[Exercise brief]
An exact copy of every record below is needed, with all pictures removed.

Items listed in a dataset:
Segment Open

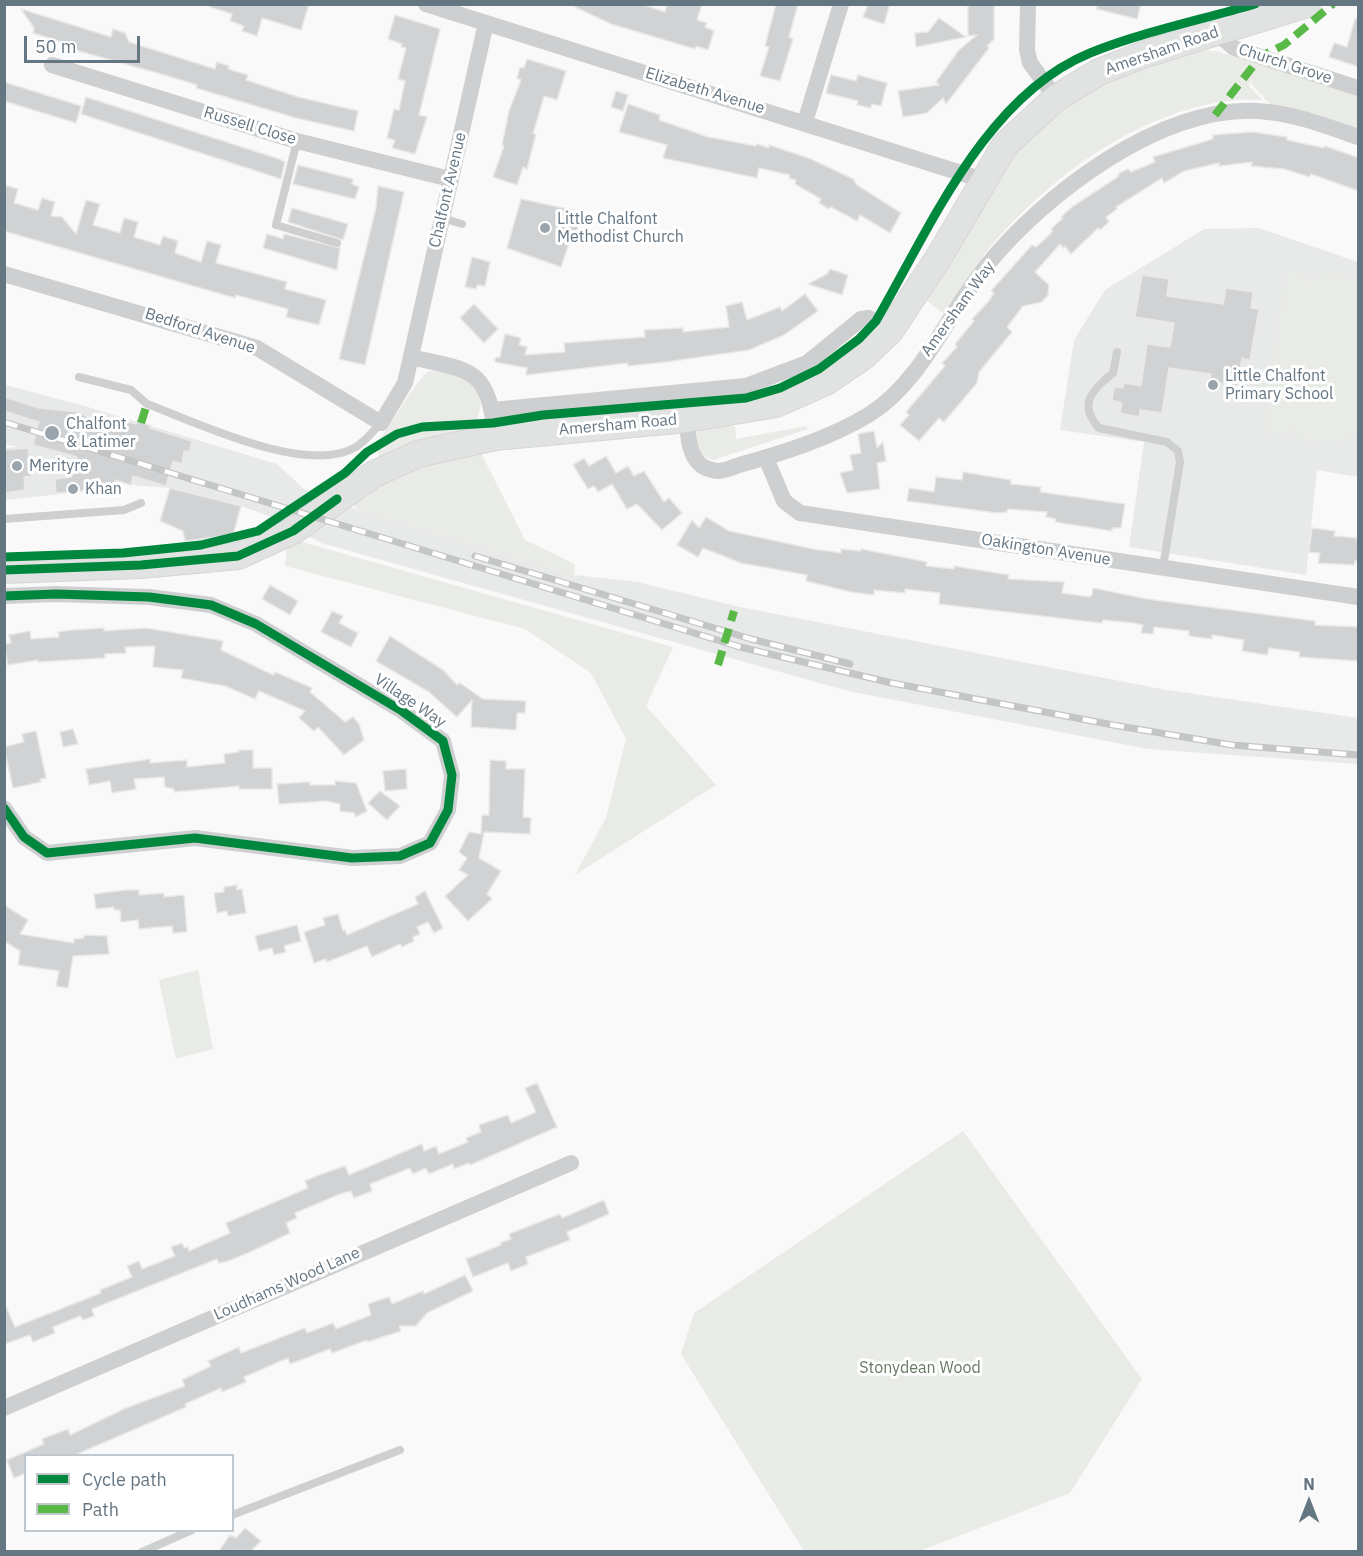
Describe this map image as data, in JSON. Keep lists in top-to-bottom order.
{
  "streets": {
    "main road": ["Amersham Road"],
    "street": [
      "Church Grove",
      "Elizabeth Avenue",
      "Russell Close",
      "Chalfont Avenue",
      "Amersham Way",
      "Bedford Avenue",
      "Oakington Avenue",
      "Village Way",
      "Loudhams Wood Lane"
    ]
  },
  "crossings": [
    ["Amersham Road", "Church Grove"],
    ["Amersham Road", "Elizabeth Avenue"],
    ["Amersham Road", "Amersham Way"],
    ["Elizabeth Avenue", "Chalfont Avenue"],
    ["Russell Close", "Chalfont Avenue"],
    ["Chalfont Avenue", "Bedford Avenue"],
    ["Amersham Way", "Oakington Avenue"]
  ],
  "parks": ["Stonydean Wood"],
  "places": [
    "Little Chalfont Methodist Church",
    "Little Chalfont Primary School",
    "Chalfont & Latimer",
    "Merityre",
    "Khan"
  ],
  "legend": ["Cycle path", "Path"],
  "scale_bar": "50 m",
  "north": "top"
}
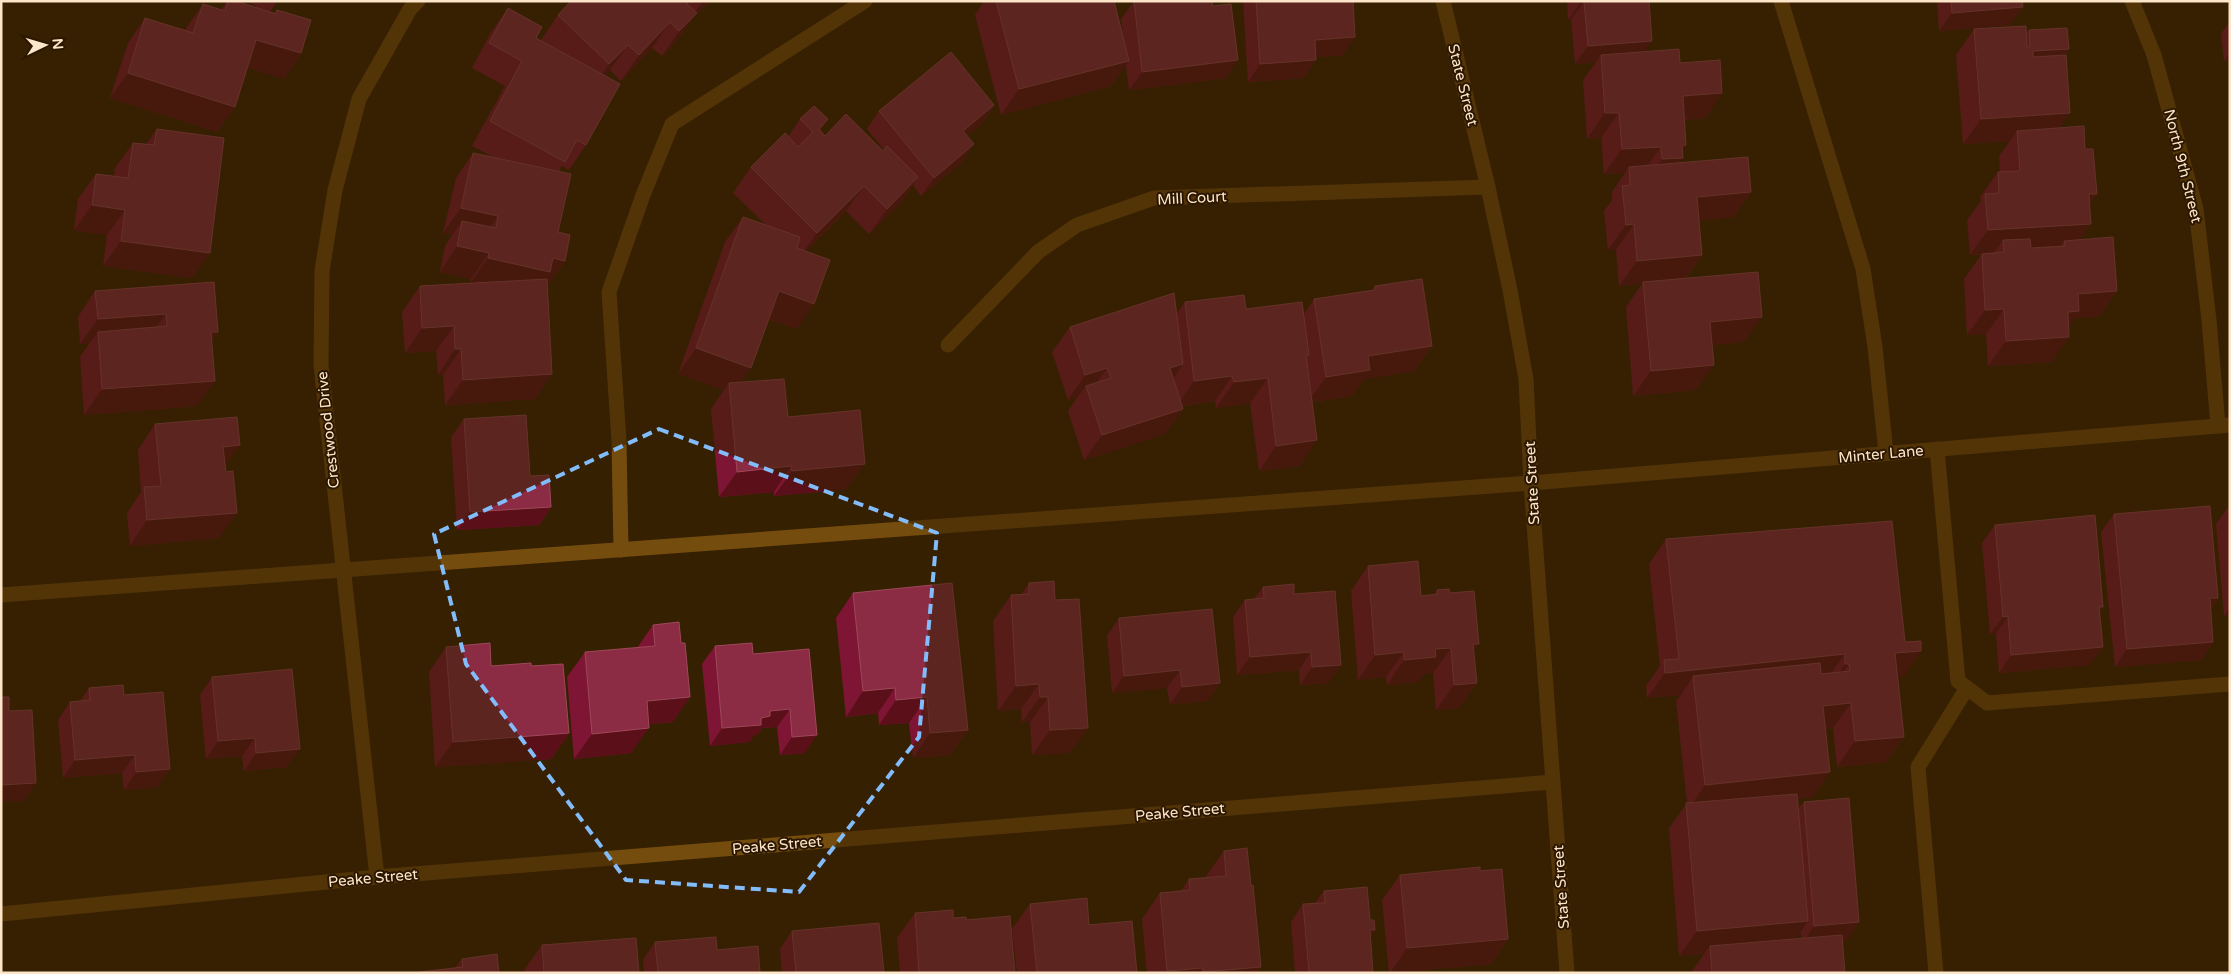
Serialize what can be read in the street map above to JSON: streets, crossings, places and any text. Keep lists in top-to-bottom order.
{
  "streets": {
    "street": [
      "State Street",
      "North 9th Street",
      "Mill Court",
      "Crestwood Drive",
      "Minter Lane",
      "Peake Street"
    ]
  },
  "crossings": [
    ["State Street", "Mill Court"],
    ["State Street", "Minter Lane"],
    ["State Street", "Peake Street"],
    ["North 9th Street", "Minter Lane"],
    ["Crestwood Drive", "Minter Lane"],
    ["Crestwood Drive", "Peake Street"]
  ],
  "north": "right"
}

Segment Closed

[Solution to this exercise]
Describe this map image as data, in JSON. Keep lists in top-to-bottom order.
{
  "streets": {
    "main road": ["Amersham Road"],
    "street": [
      "Church Grove",
      "Elizabeth Avenue",
      "Russell Close",
      "Chalfont Avenue",
      "Amersham Way",
      "Bedford Avenue",
      "Oakington Avenue",
      "Village Way",
      "Loudhams Wood Lane"
    ]
  },
  "crossings": [
    ["Amersham Road", "Church Grove"],
    ["Amersham Road", "Elizabeth Avenue"],
    ["Amersham Road", "Amersham Way"],
    ["Elizabeth Avenue", "Chalfont Avenue"],
    ["Russell Close", "Chalfont Avenue"],
    ["Chalfont Avenue", "Bedford Avenue"],
    ["Amersham Way", "Oakington Avenue"]
  ],
  "parks": ["Stonydean Wood"],
  "places": [
    "Little Chalfont Methodist Church",
    "Little Chalfont Primary School",
    "Chalfont & Latimer",
    "Merityre",
    "Khan"
  ],
  "legend": ["Cycle path", "Path"],
  "scale_bar": "50 m",
  "north": "top"
}
Serialize what can be read in the street map above to JSON: streets, crossings, places and any text. Keep lists in top-to-bottom order.
{
  "streets": {
    "street": [
      "State Street",
      "North 9th Street",
      "Mill Court",
      "Crestwood Drive",
      "Minter Lane",
      "Peake Street"
    ]
  },
  "crossings": [
    ["State Street", "Mill Court"],
    ["State Street", "Minter Lane"],
    ["State Street", "Peake Street"],
    ["North 9th Street", "Minter Lane"],
    ["Crestwood Drive", "Minter Lane"],
    ["Crestwood Drive", "Peake Street"]
  ],
  "north": "right"
}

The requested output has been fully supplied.